Hi John,
You are trying to crack an age old conundrum: How to make a GWR BLT that is believable but a little bit different. You are definitely on the right track.
All permutations of positions for platform, goods shed, engine shed, cattle dock, etc, are possible so long as they can be operated reasonably sensibly.
Position2 for the cattle dock is very Moretonhampstead, as you know.
You are right not to bring the tracks too close to the west end of the boards. Even a little bit of non railway scenery there will help to set the station in the landscape.

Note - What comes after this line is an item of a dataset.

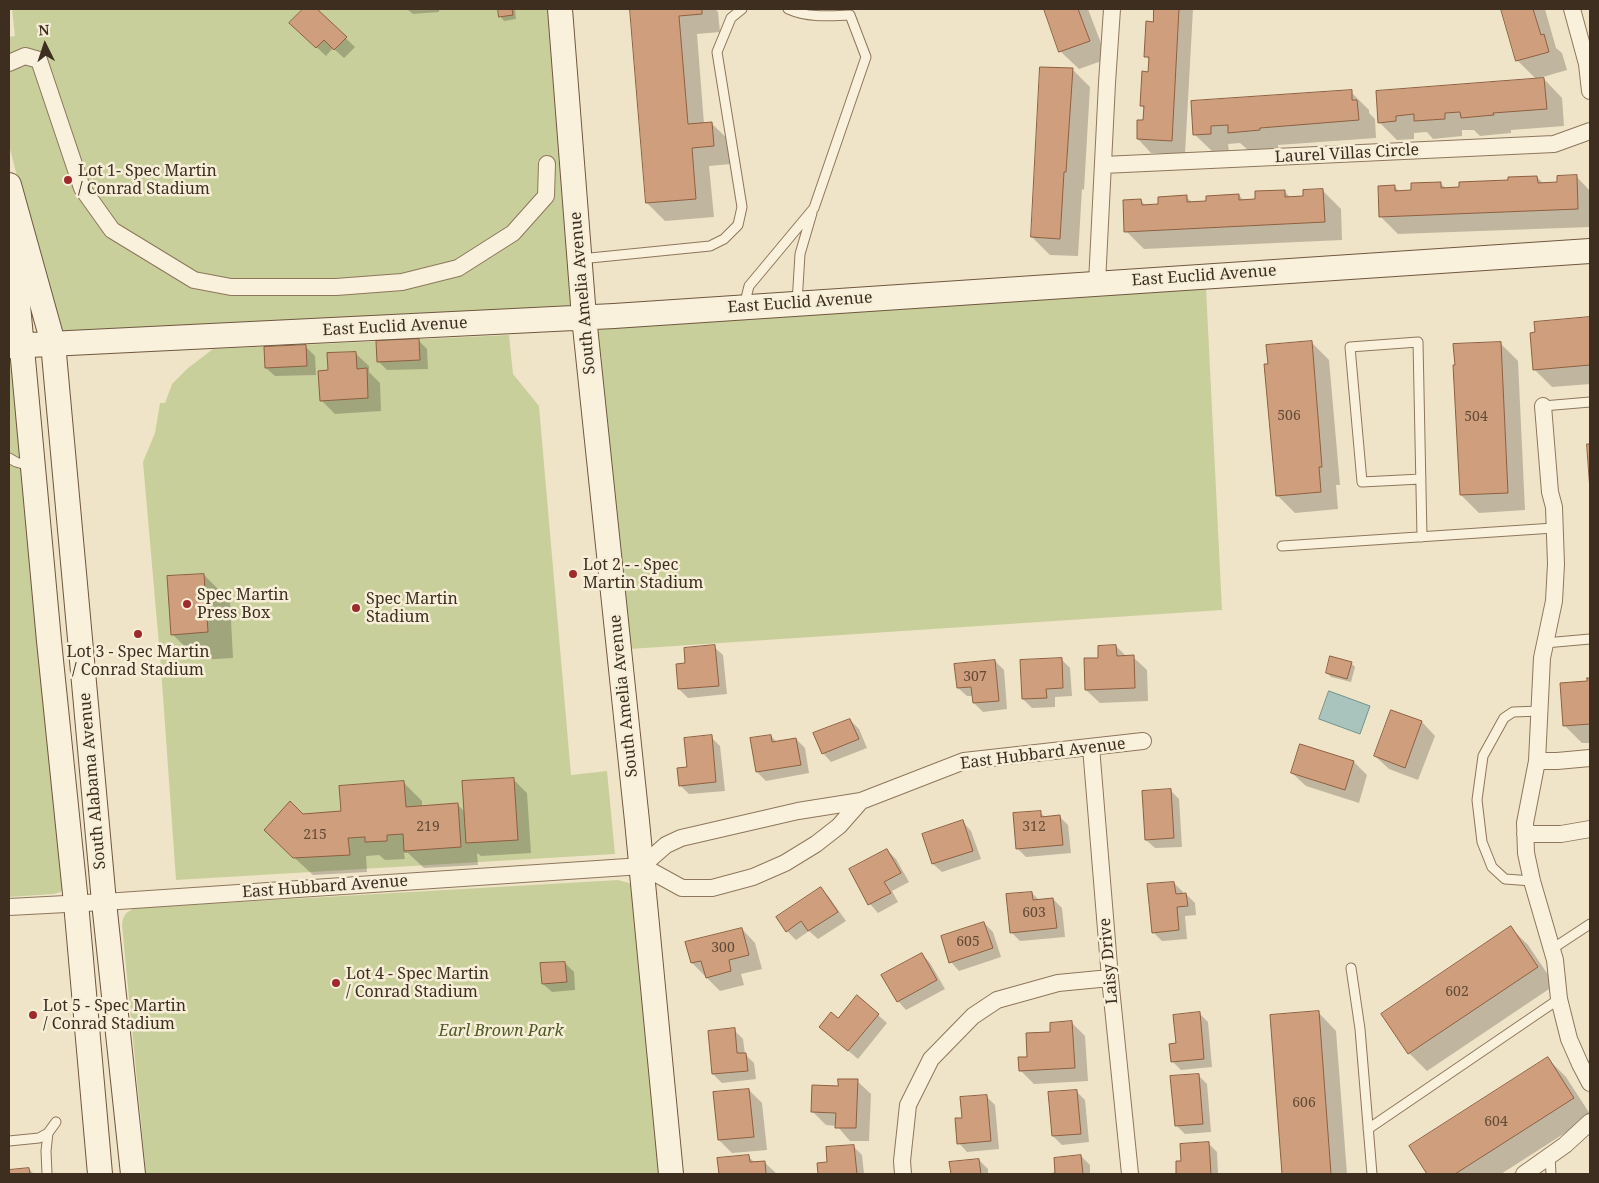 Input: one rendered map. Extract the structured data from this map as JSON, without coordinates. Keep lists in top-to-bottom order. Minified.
{"streets":{"street":["Laurel Villas Circle","East Euclid Avenue","South Amelia Avenue","East Hubbard Avenue","South Alabama Avenue","Laisy Drive"]},"crossings":[["East Euclid Avenue","South Amelia Avenue"],["East Euclid Avenue","South Alabama Avenue"],["South Amelia Avenue","East Hubbard Avenue"],["East Hubbard Avenue","South Alabama Avenue"],["East Hubbard Avenue","Laisy Drive"]],"parks":["Earl Brown Park"],"places":["Lot 1- Spec Martin / Conrad Stadium","Lot 2 - - Spec Martin Stadium","Spec Martin Press Box","Spec Martin Stadium","Lot 3 - Spec Martin / Conrad Stadium","Lot 4 - Spec Martin / Conrad Stadium","Lot 5 - Spec Martin / Conrad Stadium"],"house_numbers":["506","504","307","219","312","215","603","605","300","602","606","604"],"north":"top"}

The bay platform is a very useful modeller's cliche but in your period would a bay be likely? Amongst models, the lack of bay platform would be a factor that made yours more unusual! (Unlikely to have smelly livestock too near the passengers, BTW, although even that permutation was known. See cattle pens on the platform at Princetown!)
You always need some form of trapping between the goods and the passenger lines (to do things properly).
In your period its very likely that there would have been a small turntable (~45ft) at the station - possibly in the middle of the engine shed siding or in a kick back off it.
Consider making the design more dynamic by angling and/or curving the main running line. (I'm sure David didn't mean literally straight, just that the dogleg was undesirable.)
As David said, a long back siding or mileage siding for unloading open wagons would be common but wasn't always found as a dedicated length of track. See Ashburton.